START EXTRACTED INFORMATION

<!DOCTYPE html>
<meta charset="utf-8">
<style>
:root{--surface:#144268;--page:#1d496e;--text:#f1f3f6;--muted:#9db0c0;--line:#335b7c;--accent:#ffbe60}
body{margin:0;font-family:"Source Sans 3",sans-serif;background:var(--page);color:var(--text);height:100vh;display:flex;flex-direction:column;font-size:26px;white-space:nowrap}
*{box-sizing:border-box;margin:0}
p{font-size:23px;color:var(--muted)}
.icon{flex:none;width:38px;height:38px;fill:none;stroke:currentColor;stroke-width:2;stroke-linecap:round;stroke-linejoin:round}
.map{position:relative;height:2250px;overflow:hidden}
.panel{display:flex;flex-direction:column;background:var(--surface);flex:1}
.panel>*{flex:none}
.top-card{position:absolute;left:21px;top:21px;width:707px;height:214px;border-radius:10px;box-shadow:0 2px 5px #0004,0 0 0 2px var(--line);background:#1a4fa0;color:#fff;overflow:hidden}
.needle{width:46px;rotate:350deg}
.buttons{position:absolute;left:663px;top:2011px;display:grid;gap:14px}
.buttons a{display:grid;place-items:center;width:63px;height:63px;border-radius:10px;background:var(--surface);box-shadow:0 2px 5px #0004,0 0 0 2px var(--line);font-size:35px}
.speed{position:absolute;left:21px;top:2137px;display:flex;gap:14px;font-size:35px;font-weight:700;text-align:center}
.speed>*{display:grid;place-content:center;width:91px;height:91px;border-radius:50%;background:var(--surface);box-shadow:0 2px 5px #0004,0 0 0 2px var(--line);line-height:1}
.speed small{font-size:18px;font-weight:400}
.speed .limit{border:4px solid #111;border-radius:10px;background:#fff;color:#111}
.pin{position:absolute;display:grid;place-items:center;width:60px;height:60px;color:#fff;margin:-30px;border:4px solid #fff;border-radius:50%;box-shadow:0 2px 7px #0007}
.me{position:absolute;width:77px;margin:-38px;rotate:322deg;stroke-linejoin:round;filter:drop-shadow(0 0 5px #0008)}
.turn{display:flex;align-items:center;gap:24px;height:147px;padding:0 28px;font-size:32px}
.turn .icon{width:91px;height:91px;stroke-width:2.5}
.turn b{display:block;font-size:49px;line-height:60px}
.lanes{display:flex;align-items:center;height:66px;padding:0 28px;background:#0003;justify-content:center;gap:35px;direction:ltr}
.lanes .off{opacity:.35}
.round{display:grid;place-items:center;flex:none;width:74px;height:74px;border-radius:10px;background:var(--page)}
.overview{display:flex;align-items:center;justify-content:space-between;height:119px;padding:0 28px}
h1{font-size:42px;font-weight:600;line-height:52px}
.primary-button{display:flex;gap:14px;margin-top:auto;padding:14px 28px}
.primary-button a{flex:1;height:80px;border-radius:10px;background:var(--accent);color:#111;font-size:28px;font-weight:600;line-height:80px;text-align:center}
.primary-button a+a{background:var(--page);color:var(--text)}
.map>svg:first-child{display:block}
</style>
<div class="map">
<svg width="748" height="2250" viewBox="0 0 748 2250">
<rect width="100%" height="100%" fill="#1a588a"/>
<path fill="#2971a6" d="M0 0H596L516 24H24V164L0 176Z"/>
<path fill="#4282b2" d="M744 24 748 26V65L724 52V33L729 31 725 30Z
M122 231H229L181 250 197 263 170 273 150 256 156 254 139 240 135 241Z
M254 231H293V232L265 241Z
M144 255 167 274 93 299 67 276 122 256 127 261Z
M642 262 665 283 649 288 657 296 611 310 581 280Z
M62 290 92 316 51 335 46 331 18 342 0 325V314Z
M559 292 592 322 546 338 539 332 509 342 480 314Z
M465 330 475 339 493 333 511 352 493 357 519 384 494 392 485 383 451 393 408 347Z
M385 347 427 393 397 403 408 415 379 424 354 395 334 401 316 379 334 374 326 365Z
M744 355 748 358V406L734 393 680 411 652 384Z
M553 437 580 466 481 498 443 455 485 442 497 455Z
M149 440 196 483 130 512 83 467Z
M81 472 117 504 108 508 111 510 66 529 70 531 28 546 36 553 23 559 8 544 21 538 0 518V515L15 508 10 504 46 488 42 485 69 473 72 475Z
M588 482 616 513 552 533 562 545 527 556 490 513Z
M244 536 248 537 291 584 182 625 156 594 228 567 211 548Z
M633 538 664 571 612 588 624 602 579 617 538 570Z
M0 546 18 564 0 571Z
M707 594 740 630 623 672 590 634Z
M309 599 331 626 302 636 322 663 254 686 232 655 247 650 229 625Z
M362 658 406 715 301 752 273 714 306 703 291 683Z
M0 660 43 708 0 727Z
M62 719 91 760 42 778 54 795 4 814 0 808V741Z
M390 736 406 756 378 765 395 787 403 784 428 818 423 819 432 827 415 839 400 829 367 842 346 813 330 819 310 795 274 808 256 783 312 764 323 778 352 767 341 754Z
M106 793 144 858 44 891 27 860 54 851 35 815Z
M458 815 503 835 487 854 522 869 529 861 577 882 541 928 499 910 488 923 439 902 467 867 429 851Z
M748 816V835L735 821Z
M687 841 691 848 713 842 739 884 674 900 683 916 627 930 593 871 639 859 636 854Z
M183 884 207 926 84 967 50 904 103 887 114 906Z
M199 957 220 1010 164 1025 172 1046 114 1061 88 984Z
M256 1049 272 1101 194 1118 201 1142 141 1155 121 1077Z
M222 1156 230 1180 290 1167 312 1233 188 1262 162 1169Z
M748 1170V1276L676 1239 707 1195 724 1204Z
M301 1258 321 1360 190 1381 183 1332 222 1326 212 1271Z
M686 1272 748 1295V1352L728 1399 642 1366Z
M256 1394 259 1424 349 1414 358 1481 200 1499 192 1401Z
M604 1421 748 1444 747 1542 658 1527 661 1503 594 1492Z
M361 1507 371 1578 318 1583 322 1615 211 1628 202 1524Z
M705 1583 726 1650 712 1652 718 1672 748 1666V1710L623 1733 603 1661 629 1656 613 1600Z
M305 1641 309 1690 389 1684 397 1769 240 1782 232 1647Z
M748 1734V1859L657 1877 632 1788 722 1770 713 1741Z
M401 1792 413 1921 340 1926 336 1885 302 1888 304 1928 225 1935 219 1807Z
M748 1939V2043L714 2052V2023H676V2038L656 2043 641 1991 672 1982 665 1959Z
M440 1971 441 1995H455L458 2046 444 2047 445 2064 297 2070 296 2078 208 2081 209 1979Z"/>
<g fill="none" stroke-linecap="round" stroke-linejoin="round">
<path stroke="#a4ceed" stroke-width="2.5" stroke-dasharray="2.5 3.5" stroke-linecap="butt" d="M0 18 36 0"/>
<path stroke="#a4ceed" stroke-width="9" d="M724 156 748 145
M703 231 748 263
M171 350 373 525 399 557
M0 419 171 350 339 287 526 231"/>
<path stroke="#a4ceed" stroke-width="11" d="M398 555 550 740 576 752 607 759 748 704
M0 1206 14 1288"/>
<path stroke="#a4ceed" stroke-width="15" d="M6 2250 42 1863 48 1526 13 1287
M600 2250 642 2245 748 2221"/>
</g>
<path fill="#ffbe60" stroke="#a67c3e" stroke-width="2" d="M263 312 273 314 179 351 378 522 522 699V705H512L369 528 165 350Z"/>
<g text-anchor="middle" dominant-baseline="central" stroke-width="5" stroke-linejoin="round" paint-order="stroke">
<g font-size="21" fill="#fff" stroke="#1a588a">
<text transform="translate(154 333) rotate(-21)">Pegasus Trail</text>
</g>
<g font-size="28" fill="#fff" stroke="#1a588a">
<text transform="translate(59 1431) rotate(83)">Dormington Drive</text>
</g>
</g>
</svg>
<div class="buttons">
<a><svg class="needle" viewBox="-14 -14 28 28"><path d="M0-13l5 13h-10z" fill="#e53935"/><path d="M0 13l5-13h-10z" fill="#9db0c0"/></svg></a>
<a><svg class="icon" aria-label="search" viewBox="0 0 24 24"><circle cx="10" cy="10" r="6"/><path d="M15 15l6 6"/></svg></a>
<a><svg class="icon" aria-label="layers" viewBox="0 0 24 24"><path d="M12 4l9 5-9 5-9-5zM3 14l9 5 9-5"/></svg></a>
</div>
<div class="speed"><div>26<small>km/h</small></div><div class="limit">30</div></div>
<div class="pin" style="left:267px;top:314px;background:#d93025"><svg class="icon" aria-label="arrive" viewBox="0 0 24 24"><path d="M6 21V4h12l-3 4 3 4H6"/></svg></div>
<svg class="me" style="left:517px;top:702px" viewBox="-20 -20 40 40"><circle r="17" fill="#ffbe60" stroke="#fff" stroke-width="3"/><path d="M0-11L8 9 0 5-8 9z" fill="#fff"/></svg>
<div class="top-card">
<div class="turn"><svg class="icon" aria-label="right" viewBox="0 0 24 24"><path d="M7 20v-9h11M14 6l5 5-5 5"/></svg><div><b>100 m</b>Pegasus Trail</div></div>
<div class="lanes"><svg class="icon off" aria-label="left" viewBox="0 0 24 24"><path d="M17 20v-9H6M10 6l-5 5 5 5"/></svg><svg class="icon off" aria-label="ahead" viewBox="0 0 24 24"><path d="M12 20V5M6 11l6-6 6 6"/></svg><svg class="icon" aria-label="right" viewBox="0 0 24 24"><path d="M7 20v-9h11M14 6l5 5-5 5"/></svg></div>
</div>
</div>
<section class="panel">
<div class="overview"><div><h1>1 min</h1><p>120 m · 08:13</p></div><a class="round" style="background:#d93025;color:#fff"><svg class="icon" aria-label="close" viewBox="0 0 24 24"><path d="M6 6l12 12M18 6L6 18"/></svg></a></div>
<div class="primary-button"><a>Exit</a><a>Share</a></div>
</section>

END EXTRACTED INFORMATION

Look through the data above for the word "small". Report each line where it occurs.

.speed small{font-size:18px;font-weight:400}
<div class="speed"><div>26<small>km/h</small></div><div class="limit">30</div></div>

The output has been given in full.